Could the MERCOSUR Governments please indicate whether the 1,287 lines of the “wish list” will have “equal” preferential treatment for the four countries if the respective negotiations with India are concluded.

As stated in Chapter II, Article 3 of the Agreement, the list of products in relation to which the MERCOSUR grants tariff preferences to India was en bloc. It is expected that there will be a common list for the four countries if the current agreement is expanded.

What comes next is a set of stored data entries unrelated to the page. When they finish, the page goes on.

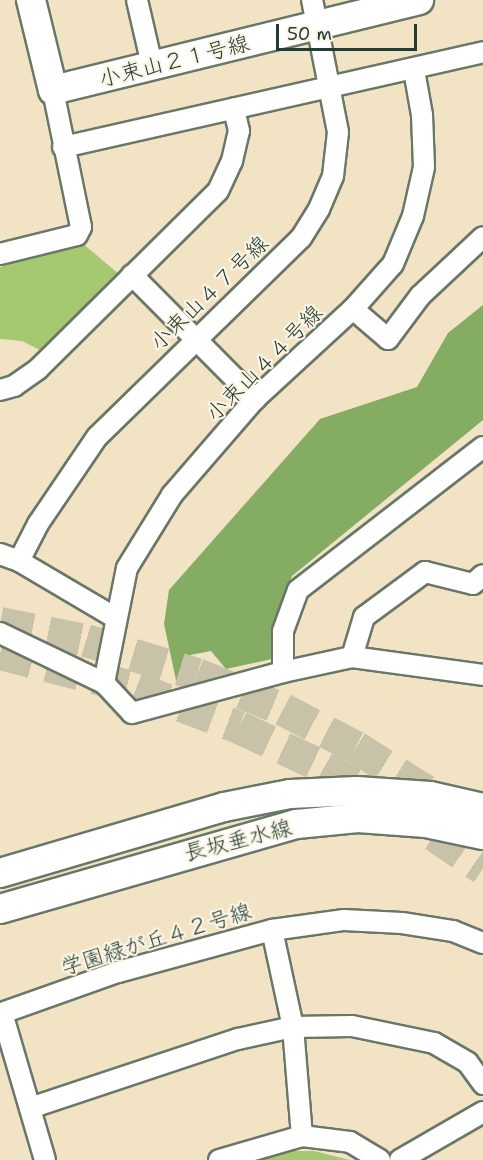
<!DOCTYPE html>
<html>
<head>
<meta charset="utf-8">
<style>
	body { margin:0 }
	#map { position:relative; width:483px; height:1160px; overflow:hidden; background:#f2e3c5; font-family:"Shantell Sans","Klee One",sans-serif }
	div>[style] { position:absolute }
	.green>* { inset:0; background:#a5c871 }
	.forest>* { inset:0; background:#84ac63 }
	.highway-tunnel>* { height:33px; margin-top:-16.5px; transform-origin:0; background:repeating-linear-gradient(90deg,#c8c2a8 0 33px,transparent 0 49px) }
	.roads { filter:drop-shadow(2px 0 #697767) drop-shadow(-2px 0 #697767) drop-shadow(0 2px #697767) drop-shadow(0 -2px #697767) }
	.street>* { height:20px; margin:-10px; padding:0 10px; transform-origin:10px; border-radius:10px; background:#fff }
	.secondary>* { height:28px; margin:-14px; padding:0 14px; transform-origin:14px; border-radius:14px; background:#fff }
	span { translate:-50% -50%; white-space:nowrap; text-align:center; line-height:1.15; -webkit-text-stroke:4.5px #fcf5e5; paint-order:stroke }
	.street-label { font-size:22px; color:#1f3d34 }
	.scale { position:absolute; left:276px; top:24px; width:141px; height:27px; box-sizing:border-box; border:3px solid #1f3d34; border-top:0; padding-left:8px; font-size:18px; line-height:21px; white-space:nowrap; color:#1f3d34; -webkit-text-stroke:4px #fcf5e5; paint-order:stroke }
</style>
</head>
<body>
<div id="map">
	<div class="green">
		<div style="clip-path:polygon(81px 242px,120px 275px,42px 351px,22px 341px,0 339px,0 267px)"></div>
		<div style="clip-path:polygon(285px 1151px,314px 1151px,350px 1160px,253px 1160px)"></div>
	</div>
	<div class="forest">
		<div style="clip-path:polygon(483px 305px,483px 420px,292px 576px,273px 625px,272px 659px,226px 669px,211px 651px,190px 655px,193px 670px,176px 680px,164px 624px,169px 590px,320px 419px,417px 387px,448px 333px)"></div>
	</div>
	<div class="highway-tunnel">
		<div style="left:0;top:623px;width:88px;rotate:11.2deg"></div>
		<div style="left:86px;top:640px;width:116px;rotate:17deg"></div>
		<div style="left:197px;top:674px;width:93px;rotate:22.1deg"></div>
		<div style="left:283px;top:709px;width:82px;rotate:27.5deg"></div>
		<div style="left:356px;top:747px;width:111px;rotate:32.1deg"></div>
		<div style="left:0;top:653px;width:140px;rotate:14.4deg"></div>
		<div style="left:136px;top:688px;width:110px;rotate:20.7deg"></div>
		<div style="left:239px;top:727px;width:94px;rotate:25.2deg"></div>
		<div style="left:324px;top:767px;width:81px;rotate:29.7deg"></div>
		<div style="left:394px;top:807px;width:108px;rotate:34.4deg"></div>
	</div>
	<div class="roads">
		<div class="street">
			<div style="left:137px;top:0;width:67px;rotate:77deg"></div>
			<div style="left:63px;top:147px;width:431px;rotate:-12.7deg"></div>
			<div style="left:0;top:254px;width:79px;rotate:-13.9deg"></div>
			<div style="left:77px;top:235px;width:9px;rotate:-63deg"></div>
			<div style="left:81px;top:227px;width:140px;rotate:-101.6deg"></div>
			<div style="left:132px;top:275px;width:175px;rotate:45.2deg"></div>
			<div style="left:353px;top:309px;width:46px;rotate:40.6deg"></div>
			<div style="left:388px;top:339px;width:54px;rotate:-53.3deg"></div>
			<div style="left:420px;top:296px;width:86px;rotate:-43.1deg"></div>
			<div style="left:0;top:390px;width:15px;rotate:-16deg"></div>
			<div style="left:14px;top:386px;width:29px;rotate:-35deg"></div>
			<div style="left:38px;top:369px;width:253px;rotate:-44.7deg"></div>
			<div style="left:218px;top:191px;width:33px;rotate:-65deg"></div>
			<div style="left:232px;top:161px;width:31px;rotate:-77deg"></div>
			<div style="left:239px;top:131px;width:23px;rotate:-103deg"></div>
			<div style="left:483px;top:447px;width:234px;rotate:142.3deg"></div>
			<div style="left:298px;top:590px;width:44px;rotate:110.1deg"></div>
			<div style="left:283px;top:631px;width:41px;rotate:90deg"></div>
			<div style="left:283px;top:672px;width:71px;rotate:-12.3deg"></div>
			<div style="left:352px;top:657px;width:132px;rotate:7.8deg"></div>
			<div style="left:0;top:554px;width:20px;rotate:20deg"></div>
			<div style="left:19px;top:561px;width:110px;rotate:30.5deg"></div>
			<div style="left:19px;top:561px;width:42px;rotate:-62.8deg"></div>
			<div style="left:38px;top:524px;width:105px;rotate:-55.9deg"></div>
			<div style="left:97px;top:437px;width:285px;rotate:-44.3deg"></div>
			<div style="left:301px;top:238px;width:34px;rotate:-58deg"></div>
			<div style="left:319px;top:209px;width:36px;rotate:-67deg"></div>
			<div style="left:333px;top:176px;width:44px;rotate:-83.5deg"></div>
			<div style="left:338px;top:132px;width:135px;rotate:-101.1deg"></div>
			<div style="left:0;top:633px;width:115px;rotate:25.7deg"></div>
			<div style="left:104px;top:683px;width:41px;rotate:47deg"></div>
			<div style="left:132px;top:713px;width:156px;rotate:-15.2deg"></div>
			<div style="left:352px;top:657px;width:42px;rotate:-73.3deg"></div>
			<div style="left:364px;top:617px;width:76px;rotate:-36.4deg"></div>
			<div style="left:425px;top:572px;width:49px;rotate:14deg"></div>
			<div style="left:473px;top:584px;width:13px;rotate:-42deg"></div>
			<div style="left:104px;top:683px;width:117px;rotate:-78.7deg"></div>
			<div style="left:127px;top:568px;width:86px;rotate:-58.3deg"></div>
			<div style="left:172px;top:495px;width:127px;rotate:-49.2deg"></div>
			<div style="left:255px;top:399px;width:133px;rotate:-42.6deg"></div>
			<div style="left:353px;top:309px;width:60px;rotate:-48.4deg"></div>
			<div style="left:393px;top:264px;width:52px;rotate:-67.4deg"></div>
			<div style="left:413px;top:216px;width:50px;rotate:-77.3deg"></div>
			<div style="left:424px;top:167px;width:52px;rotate:-92.2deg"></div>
			<div style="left:422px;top:115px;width:46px;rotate:-100.1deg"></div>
			<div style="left:272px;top:930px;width:73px;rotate:-7.9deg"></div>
			<div style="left:344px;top:920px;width:58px;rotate:3deg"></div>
			<div style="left:402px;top:923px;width:52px;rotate:8.9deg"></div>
			<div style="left:453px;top:931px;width:32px;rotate:22deg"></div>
			<div style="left:30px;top:1108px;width:219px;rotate:-18.4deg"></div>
			<div style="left:238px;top:1039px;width:56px;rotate:-12.3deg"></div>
			<div style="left:293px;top:1027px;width:59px;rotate:-1deg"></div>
			<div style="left:352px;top:1026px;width:84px;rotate:11.7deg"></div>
			<div style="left:434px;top:1043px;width:39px;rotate:30deg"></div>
			<div style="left:468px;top:1063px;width:26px;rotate:54deg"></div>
			<div style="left:45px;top:1160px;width:153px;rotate:-106.3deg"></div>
			<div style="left:2px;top:1013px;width:123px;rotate:-19.5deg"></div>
			<div style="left:118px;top:972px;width:160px;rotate:-15.3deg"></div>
			<div style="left:272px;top:930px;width:99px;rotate:77.8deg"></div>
			<div style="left:293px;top:1027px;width:109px;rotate:85.3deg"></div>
			<div style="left:219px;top:1160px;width:86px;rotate:-16.1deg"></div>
			<div style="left:302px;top:1136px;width:48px;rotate:7.1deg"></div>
			<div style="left:350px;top:1142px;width:35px;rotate:31deg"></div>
			<div style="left:400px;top:1160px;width:96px;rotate:-30deg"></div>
		</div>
		<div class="secondary">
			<div style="left:31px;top:0;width:93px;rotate:76.3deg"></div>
			<div style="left:53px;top:90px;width:377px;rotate:-13.8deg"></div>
			<div style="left:0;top:873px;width:234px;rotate:-16.4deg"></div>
			<div style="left:224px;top:807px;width:67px;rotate:-11.1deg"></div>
			<div style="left:290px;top:794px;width:67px;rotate:-2.6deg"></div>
			<div style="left:357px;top:791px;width:73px;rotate:3.9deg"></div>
			<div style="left:430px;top:796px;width:54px;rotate:12.8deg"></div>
			<div style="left:0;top:909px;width:309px;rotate:-16deg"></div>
			<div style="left:297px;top:824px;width:61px;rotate:-5.6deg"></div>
			<div style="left:358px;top:818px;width:68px;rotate:4.2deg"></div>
			<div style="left:426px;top:823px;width:58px;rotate:11.9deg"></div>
		</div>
	</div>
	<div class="street-label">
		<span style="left:174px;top:61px;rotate:-14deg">小束山２１号線</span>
		<span style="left:209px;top:293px;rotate:-44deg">小束山４７号線</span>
		<span style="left:264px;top:363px;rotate:-45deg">小束山４４号線</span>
		<span style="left:238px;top:840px;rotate:-14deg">長坂垂水線</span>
		<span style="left:156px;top:939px;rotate:-17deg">学園緑が丘４２号線</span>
	</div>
	<div class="scale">50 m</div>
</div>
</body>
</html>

4.7 GENERAL PROVISIONS OF THE AGREEMENT

4.8 Other

Paragraph 4.13. The Agreement does not cover issues such as trade-related intellectual property rights nor government procurement.

Question 3

Could the Governments of MERCOSUR and India please indicate whether they plan to negotiate trade-related intellectual property and government procurement in the future.

No negotiations on trade-related intellectual property and government procurement have taken place.

Question 4

If not, does MERCOSUR have any legal limitation on negotiating the issues of intellectual property and/or government procurement in the Agreement with India?

MERCOSUR has no legal limitations on negotiating these issues.